ATLL, adult T cell leukemia/lymphoma; HAM/TSP, HTLV-1-associated myelopathy/tropical spastic paraparesis; IDH, infective dermatitis associated to HTLV-1; SH3, Src homology 3.

The wild-type and mutated sequences were submitted to physicochemical analysis and only the P34L mutation was able to alter protein profile. The NPS@ analysis suggested that the ORF-I product with a leucine in 34 position was less hydrophilic, flexible, and antigenic than the wild type. The accessibility was also decreased, while the hydropathy and membrane-buried helix profile were slightly increased (Fig. 1).

FIG. 1.

Physicochemical analysis of P34L mutation versus wild type. The graphs are organized as follows: Hydrophilicity; Hydropathy; Flexibility; Antigenicity; Accessibility; Membrane-buried helix; Antigenicity.

To identify if these amino acid mutations were able to create or abrogate potential protein domains, we submitted the 32 ORF-I sequences to the scan PROSITE tool and no changes were observed. All sequences have a casein kinase II phosphorylation site at the 23–26 position and a protein kinase C phosphorylation site at the 75–77 position, which were not altered by the mutations (data not shown).

The analysis of ORF-I sequences revealed 10 mutations found in less than 5% of the samples. Despite being in low frequency, all these mutations have an important characteristic: they are observed only in specific clinical profiles. Six amino acid changes were detected in samples from asymptomatic patients (S7G, P45L, S69G, P73S, R82*, and A96V), two mutations were exclusive of HAM/TSP sequences (C39Y and P86S), while L5I and F84L mutation were identified only in ATLL samples.

In the GenBank dataset, S7G and A96V mutations and the P86S mutation were also found only in asymptomatic individuals and in HAM/TSP patients, respectively.
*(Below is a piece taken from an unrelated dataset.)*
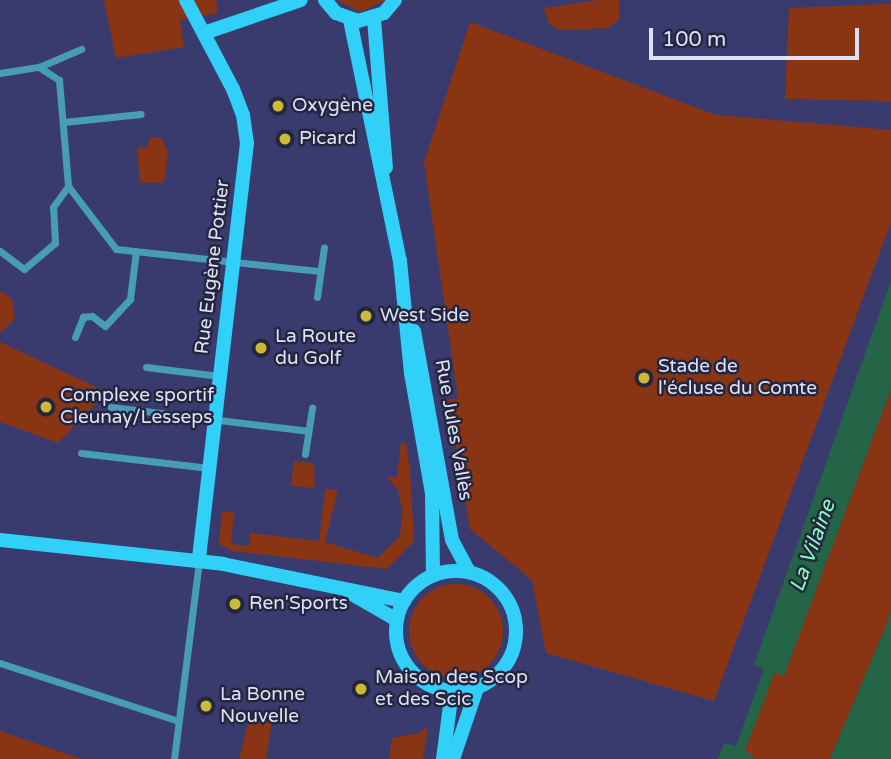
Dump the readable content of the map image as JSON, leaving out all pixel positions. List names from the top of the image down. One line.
{"streets":{"main road":["Rue Eugène Pottier","Rue Jules Vallès"]},"water":["La Vilaine"],"places":["Oxygène","Picard","West Side","La Route du Golf","Stade de l'écluse du Comte","Complexe sportif Cleunay/Lesseps","Ren'Sports","Maison des Scop et des Scic","La Bonne Nouvelle"],"scale_bar":"100 m"}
The overall diversity between sequences from patients with HAM/TSP, ATLL, IDH, and asymptomatic was 0.007, and the genetic distance values within and between the different clinical profiles are described in Table 2. The low overall genetic diversity found corroborates the fact that the HTLV-1 genome exhibits relatively few sequence variations and that the development of a therapeutic vaccine is possible. However, studies demonstrated that the induction of HTLV-1 protective immune response is not so simple.^12

–15 Here, we suggest that a therapeutic vaccine may be a better alternative and the HTLV-1 ORF-I is a good target for the development of this vaccine. More analyses involving sequences from patient with others HTLV-1 pathologies can provide more information about the ORF-I genetic diversity and these data can be used for a design of HTLV-1 vaccine.

Table 2.

Genetic Distances in Human T Cell Lymphotropic Virus Type 1 Open Reading Frame-I Sequences from Patients with Different Clinical Profiles

	IDH	HAM/TSP	ATLL	Asymptomatic
IDH	0.006	0.007	0.006	0.007
HAM/TSP	0.007	0.007	0.007	0.008
ATLL	0.006	0.007	0.006	0.007
Asymptomatic	0.007	0.008	0.007	0.008

Footnotes

Acknowledgments

The authors are grateful to all participating donors, the professionals of the centers of care and the sequencing platform of FIOCRUZ / IGM. This work was supported by Conselho Nacional de Desenvolvimento Científico e Tecnológico (CNPq 400900/2013-0, CNPq 150892/2018-7).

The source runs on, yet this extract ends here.